> _Instructions to follow_
Whenever "evenodd" occurs in a line of the material, list that line.

> _Working data_
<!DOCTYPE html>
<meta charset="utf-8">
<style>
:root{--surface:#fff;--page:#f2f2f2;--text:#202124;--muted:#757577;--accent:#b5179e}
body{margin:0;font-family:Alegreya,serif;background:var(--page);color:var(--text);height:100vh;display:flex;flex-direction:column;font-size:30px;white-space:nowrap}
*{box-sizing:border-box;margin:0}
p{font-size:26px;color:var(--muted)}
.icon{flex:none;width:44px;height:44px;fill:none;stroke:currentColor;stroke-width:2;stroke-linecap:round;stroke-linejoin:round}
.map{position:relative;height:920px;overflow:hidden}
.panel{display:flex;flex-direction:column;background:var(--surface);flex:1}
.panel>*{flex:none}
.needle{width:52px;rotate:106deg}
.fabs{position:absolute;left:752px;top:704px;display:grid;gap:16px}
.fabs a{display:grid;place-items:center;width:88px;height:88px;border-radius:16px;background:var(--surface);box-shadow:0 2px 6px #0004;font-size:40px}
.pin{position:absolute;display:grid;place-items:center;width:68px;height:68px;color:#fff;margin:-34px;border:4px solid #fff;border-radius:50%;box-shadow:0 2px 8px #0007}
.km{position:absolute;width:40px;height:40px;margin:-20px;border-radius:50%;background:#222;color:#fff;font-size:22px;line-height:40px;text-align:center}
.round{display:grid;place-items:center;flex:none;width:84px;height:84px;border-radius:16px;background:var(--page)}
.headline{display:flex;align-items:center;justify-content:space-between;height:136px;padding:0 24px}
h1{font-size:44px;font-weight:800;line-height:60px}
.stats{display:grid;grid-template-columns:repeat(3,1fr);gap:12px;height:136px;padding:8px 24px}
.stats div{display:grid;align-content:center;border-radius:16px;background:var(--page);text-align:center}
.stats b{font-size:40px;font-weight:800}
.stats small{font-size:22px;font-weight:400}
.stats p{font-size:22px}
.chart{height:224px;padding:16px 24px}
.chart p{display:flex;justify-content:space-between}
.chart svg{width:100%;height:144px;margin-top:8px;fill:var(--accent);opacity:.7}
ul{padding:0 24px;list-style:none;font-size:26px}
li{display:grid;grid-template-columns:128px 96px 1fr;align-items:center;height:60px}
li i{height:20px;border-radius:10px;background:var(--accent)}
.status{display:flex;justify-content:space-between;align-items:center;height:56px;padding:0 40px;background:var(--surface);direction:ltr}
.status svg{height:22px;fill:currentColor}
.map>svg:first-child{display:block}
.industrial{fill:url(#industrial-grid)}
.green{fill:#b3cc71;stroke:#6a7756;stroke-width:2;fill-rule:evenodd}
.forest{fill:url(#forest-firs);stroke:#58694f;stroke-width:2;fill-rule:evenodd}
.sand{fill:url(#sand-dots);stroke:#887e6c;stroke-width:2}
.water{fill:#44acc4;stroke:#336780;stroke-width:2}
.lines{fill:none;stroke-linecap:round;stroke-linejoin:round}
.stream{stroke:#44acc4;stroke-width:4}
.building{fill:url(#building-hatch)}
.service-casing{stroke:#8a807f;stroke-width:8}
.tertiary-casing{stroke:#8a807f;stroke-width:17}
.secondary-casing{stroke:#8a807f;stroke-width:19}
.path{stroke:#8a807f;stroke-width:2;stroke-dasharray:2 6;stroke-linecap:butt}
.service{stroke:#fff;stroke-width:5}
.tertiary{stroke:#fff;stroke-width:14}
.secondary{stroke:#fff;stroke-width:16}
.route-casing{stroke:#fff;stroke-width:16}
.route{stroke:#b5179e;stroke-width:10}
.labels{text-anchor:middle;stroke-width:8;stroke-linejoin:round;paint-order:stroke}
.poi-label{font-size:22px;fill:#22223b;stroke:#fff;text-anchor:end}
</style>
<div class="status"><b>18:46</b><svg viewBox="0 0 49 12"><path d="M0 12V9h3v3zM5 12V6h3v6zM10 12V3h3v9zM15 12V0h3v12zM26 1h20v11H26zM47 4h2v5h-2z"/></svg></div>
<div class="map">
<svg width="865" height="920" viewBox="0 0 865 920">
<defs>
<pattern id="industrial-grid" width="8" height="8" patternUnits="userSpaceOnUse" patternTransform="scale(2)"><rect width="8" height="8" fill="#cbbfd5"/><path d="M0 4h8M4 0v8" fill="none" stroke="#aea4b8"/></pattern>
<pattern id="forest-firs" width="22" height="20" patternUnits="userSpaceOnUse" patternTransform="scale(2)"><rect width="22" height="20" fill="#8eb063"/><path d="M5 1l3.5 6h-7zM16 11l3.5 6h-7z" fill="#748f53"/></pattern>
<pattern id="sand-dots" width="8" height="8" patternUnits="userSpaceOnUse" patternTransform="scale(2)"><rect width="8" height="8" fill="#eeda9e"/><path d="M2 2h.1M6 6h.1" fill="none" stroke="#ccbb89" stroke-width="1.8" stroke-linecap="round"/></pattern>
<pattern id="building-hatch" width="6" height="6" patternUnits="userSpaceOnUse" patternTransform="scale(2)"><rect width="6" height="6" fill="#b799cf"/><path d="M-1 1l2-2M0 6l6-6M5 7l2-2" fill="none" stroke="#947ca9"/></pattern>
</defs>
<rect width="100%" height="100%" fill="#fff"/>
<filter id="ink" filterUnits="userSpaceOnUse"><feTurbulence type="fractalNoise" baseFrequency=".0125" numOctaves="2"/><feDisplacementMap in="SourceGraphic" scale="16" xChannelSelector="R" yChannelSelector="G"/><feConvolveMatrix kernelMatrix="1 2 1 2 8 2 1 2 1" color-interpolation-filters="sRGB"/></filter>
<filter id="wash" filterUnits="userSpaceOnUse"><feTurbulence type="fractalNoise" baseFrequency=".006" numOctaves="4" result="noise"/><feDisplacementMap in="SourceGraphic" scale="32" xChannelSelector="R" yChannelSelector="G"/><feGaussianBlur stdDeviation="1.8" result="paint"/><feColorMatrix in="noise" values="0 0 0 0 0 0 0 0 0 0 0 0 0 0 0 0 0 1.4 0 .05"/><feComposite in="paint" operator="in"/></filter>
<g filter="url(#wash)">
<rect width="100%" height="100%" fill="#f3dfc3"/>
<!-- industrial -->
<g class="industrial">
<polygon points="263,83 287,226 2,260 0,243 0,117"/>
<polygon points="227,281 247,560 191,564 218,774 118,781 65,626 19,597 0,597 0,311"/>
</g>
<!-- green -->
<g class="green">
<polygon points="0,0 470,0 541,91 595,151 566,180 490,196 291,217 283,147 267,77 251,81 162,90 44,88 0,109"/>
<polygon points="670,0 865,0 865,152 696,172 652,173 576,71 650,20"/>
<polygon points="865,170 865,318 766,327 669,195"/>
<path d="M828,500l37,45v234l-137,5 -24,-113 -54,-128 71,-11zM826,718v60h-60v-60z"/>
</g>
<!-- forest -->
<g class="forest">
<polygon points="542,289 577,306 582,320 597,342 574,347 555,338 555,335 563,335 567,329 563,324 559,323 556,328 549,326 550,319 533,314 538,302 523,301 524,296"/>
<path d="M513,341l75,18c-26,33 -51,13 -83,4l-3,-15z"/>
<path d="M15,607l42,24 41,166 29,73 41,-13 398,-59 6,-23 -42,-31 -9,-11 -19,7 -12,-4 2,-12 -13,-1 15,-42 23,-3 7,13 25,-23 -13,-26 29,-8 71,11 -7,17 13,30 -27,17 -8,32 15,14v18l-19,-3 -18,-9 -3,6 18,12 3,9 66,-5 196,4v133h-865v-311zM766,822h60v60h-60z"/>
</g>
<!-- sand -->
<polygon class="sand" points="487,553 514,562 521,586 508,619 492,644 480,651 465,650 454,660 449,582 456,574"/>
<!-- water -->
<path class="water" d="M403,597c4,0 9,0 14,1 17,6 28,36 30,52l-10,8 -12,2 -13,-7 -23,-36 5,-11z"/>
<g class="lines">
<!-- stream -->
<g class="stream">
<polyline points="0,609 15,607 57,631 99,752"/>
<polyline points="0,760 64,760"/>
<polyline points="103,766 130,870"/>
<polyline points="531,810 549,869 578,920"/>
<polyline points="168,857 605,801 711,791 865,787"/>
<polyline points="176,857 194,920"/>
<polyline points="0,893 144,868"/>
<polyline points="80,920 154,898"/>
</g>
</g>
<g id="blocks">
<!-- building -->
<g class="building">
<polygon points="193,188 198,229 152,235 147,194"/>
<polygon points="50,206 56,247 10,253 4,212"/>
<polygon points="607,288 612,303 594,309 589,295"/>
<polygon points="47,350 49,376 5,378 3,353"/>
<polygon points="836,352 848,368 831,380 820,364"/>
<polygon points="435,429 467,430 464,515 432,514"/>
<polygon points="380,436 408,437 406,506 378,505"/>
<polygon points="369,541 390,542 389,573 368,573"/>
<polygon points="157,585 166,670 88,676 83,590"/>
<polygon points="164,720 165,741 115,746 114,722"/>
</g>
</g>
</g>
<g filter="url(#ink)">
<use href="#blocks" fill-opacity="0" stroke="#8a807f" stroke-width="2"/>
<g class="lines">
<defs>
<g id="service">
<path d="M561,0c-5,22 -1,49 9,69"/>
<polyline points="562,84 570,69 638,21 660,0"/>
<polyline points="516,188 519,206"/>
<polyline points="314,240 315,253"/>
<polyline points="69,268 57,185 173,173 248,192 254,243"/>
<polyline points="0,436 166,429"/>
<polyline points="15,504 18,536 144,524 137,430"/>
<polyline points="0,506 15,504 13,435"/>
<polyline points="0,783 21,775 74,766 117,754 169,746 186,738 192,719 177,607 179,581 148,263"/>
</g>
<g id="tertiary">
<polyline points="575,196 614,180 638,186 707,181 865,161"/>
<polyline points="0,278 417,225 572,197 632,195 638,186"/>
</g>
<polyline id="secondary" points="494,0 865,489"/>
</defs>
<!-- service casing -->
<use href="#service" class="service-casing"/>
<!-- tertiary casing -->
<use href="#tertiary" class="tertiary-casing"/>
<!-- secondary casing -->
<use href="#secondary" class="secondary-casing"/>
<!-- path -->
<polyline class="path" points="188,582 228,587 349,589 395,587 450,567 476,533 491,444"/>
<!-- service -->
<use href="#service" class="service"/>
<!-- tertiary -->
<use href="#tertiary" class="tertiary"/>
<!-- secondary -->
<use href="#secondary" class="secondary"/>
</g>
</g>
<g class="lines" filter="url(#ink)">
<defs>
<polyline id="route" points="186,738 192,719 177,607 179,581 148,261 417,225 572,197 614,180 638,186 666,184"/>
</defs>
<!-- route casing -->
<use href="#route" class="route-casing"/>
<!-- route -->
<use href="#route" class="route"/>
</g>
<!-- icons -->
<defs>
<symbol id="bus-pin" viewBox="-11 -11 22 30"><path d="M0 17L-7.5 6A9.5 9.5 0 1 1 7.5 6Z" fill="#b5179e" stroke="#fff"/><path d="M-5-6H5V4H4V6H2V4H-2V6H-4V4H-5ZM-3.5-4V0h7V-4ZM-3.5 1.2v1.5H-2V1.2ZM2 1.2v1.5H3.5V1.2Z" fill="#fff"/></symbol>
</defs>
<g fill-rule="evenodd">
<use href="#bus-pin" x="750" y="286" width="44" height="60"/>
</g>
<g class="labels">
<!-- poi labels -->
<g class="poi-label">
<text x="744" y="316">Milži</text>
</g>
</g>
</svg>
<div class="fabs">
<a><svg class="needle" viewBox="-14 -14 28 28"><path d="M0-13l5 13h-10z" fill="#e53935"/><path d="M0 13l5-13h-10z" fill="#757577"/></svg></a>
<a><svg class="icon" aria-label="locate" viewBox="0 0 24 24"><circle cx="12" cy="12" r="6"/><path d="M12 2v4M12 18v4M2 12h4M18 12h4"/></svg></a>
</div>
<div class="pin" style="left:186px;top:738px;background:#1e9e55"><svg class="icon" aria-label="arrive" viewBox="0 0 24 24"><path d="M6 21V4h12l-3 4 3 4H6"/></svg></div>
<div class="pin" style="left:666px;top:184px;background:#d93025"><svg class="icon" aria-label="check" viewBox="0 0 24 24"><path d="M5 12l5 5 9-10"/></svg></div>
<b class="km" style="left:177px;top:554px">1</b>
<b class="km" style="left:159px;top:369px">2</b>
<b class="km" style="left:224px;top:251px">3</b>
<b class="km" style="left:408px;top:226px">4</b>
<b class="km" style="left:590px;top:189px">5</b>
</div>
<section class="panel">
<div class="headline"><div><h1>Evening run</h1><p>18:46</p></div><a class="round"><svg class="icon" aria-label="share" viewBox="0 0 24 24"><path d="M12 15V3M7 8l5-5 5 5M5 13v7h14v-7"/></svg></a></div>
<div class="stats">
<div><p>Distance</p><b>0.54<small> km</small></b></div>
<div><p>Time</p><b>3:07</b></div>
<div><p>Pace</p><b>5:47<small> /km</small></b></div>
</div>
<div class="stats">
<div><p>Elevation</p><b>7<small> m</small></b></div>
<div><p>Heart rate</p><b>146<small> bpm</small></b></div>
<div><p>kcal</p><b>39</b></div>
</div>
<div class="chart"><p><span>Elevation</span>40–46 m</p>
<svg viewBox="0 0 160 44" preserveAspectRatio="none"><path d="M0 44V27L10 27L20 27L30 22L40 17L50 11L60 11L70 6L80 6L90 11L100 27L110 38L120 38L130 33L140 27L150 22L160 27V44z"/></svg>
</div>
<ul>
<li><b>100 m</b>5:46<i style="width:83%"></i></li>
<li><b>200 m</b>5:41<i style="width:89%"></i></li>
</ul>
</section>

> _Solution to this problem_
.green{fill:#b3cc71;stroke:#6a7756;stroke-width:2;fill-rule:evenodd}
.forest{fill:url(#forest-firs);stroke:#58694f;stroke-width:2;fill-rule:evenodd}
<g fill-rule="evenodd">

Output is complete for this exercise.